Après avoir analysé et suivi votre news­let­ter via un programme d’analyse d’email, vous devriez avoir de nom­breuses données et sta­tis­tiques. La dernière étape consiste à in­ter­pré­ter cor­rec­te­ment ces données. Toutefois, seules les données en quantité suf­fi­sante doivent servir de base à l’op­ti­mi­sa­tion. Si les chiffres sont trop faibles par rapport au total (ce qui peut être le cas d’un test A/B par exemple), les données ne seront pas re­pré­sen­ta­tives. S’il s’agit en revanche d’un panel assez large, vous disposez d’une bonne base pour optimiser vos news­let­ters. On peut s’attaquer à plusieurs problèmes ré­cur­rents, notamment :

  • Un faible taux d’ouverture : c’est un problème qui s’explique souvent par l’objet de l’email. S’il ne contient pas assez d’in­for­ma­tions ou s’il est trop long, il n’attirera pas suf­fi­sam­ment l’attention du des­ti­na­taire pour qu’il l’ouvre. Un faible taux d’ouverture peut aussi s’expliquer par un manque d’in­for­ma­tions de la part de l’ex­pé­di­teur. Pour le des­ti­na­taire, la pro­ve­nance de ces emails doit être évidente. Enfin, il est possible que la news­let­ter ne soit pas envoyée à la bonne heure.
  • Un fort taux de dé­sa­bon­ne­ment : ceci peut s’expliquer par un envoi de news­let­ters trop fréquent, ce qui peut être ennuyeux. Egalement, les abonnés n’ap­pré­cient en général pas que le contenu ne soit pas optimal, ou se focalise sur les mauvais thèmes. De nombreux pro­grammes de news­let­ters proposent aux uti­li­sa­teurs, en option, d’expliquer les raisons de leur départ. Ceci permet de mieux com­prendre les raisons d’un fort taux de dé­sa­bon­ne­ment.
  • Un faible taux de clic : il faut d’abord vérifier si les liens sont iden­ti­fiables en tant que tels : si un uti­li­sa­teur ne voit pas qu’il s’agit d’un lien, il ne cliquera évi­dem­ment pas dessus. Si les liens sont visibles, il se peut qu’il y en ait trop. Au lieu d’ajouter un lien pour chaque rubrique de votre news­let­ter, il est plus in­té­res­sant de cibler les liens qui cor­res­pon­dent le mieux aux objectifs de votre campagne de marketing.
  • Un faible taux de con­ver­sion : même dans le cas d’un faible taux de con­ver­sion, vous devriez vérifier que vous n’avez pas promu de trop nom­breuses offres dans votre email. Gardez à l’esprit que les abonnés ne veulent pas passer un temps infini à parcourir une news­let­ter et chacun de ses liens. Les in­cen­tives sont un bon moyen d’in­té­res­ser les lecteurs, dans la mesure où elles sont per­son­na­li­sées et rapides à lire.

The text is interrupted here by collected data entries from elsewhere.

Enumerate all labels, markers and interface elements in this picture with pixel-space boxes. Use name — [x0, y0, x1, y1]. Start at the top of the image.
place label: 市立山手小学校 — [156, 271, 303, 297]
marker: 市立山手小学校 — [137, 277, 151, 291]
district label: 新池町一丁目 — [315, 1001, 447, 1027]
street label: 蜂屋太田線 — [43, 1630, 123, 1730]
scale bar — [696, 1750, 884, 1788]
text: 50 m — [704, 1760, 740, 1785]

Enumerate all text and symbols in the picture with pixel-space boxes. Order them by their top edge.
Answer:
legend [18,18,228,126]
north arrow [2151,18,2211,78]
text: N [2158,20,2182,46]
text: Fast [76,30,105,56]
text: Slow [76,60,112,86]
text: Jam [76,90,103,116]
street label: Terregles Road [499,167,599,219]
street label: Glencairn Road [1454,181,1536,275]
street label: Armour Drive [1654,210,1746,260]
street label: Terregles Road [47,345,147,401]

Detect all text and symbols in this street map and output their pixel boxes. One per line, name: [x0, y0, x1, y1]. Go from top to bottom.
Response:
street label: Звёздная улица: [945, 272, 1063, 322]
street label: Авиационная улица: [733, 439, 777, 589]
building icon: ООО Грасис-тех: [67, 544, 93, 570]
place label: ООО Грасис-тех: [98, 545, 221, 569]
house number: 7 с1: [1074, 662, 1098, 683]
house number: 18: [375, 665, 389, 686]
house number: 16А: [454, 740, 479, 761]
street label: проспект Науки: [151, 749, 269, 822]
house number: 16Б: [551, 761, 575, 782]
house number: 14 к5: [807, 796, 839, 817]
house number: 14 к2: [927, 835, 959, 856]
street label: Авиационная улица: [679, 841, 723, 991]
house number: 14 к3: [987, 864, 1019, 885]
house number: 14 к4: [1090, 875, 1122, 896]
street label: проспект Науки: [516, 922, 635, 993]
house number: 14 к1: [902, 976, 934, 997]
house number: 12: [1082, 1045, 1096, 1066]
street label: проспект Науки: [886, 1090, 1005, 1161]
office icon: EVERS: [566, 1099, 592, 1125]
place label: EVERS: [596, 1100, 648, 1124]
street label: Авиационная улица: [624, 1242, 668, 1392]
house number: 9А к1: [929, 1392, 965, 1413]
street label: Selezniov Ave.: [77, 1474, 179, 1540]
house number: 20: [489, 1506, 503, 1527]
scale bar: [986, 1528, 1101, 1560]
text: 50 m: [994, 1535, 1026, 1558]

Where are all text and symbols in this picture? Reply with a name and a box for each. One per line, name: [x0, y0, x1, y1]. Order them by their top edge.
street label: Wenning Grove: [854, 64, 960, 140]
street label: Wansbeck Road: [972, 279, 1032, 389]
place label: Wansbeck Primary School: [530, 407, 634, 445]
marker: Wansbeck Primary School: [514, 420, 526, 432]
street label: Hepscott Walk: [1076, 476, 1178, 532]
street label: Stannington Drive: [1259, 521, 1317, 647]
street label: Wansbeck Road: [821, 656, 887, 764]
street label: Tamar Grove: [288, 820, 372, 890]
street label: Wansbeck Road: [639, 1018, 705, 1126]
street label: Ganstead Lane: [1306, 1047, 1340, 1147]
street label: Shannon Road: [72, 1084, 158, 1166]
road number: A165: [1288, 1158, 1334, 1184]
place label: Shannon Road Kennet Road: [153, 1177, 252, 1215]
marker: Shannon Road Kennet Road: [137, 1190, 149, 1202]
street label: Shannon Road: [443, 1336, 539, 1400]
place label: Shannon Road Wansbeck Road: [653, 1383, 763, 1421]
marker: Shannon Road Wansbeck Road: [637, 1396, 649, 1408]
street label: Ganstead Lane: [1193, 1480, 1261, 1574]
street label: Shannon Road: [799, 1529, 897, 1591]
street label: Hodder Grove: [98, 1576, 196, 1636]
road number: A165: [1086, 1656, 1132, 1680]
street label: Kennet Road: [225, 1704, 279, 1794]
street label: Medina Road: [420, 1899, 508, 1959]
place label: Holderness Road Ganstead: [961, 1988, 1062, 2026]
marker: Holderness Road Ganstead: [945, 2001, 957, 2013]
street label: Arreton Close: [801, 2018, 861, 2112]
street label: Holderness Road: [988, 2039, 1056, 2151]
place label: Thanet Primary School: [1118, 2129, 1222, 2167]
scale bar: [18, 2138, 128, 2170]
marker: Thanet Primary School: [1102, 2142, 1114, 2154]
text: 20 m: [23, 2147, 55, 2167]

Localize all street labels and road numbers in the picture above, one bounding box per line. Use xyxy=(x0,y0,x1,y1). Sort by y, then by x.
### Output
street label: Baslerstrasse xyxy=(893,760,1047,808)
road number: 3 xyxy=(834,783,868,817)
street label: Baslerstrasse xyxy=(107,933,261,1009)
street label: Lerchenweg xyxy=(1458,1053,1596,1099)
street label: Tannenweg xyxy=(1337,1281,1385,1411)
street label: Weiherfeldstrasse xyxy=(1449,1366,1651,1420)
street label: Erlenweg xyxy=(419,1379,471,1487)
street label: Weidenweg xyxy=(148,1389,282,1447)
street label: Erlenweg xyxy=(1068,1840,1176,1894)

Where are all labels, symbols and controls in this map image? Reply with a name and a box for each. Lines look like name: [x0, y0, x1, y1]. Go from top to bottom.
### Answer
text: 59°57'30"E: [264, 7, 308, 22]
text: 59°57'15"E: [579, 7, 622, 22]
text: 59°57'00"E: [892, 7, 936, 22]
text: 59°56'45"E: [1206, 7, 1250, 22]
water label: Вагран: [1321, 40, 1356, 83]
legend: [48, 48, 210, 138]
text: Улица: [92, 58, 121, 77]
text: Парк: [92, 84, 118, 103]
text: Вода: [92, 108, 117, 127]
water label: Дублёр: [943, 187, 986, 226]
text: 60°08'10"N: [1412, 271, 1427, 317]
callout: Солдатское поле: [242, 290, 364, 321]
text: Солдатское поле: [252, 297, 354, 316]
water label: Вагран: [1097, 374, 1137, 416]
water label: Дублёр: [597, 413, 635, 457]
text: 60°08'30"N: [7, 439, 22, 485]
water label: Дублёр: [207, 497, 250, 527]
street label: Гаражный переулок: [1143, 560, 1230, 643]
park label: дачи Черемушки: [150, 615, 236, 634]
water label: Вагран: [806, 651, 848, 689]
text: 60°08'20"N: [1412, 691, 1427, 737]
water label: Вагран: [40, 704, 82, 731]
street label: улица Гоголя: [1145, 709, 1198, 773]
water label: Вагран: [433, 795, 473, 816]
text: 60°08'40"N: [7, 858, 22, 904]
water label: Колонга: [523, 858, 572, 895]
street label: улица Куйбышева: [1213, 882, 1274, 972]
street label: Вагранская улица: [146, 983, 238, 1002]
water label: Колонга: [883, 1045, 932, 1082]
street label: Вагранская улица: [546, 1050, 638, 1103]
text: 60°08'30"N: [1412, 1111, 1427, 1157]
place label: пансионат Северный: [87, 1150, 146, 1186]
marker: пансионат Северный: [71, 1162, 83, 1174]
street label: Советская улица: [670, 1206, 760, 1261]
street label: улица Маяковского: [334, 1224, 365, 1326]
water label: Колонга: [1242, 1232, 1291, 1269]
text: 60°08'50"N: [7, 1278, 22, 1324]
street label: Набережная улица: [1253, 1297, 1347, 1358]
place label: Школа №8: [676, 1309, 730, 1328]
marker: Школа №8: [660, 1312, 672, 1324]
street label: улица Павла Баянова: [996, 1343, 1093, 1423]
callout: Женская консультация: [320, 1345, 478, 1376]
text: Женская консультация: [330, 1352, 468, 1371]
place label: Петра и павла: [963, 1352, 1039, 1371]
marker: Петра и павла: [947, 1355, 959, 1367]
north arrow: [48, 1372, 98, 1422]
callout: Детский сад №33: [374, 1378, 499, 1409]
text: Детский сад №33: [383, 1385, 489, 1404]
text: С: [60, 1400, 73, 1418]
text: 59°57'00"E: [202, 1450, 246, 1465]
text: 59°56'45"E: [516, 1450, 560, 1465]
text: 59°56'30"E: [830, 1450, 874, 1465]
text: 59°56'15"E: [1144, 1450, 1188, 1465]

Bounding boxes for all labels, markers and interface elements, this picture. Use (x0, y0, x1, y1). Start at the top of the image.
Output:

Tirer les bons en­seig­ne­ments de l’analyse de news­let­ter

Si vous avez été en mesure d’iden­ti­fier les problèmes de votre news­let­ter et de les rectifier, il est re­com­mandé de procéder à un test A/B, afin de voir si les mo­di­fi­ca­tions ont fonc­tionné ou s’il est né­ces­saire d’en faire de nouvelles. La patience est souvent de mise : le suivi d’emails, l’analyse de news­let­ters, l’analyse des résultats et l’op­ti­mi­sa­tion qui en résulte forment une cons­truc­tion commune.

Veillez à ne pas tirer de con­clu­sions hâtives et à ne pas su­rin­ter­pré­ter les résultats. Certains pa­ra­mètres, comme un faible taux de dé­li­vra­bi­lité contre un fort taux de non dis­tri­bu­tion, ou encore un échan­til­lon très restreint pour le test A/B, sont des in­di­ca­teurs de résultats peu re­pré­sen­ta­tifs. Il est donc essentiel d’être conscient des limites du suivi de news­let­ters : par exemple, certains pro­grammes de mes­sa­ge­rie bloquent les pixels espions, ce qui fausse forcément les résultats.

Si l’on est prudent et en mesure de générer des sta­tis­tiques re­pré­sen­ta­tives à partir de l’analyse, les pro­grammes de marketing par email ont prouvé leur ef­fi­ca­cité. Les amé­lio­ra­tions qui s’en suivent devraient avoir un impact positif sur vos futures campagnes d’emailing.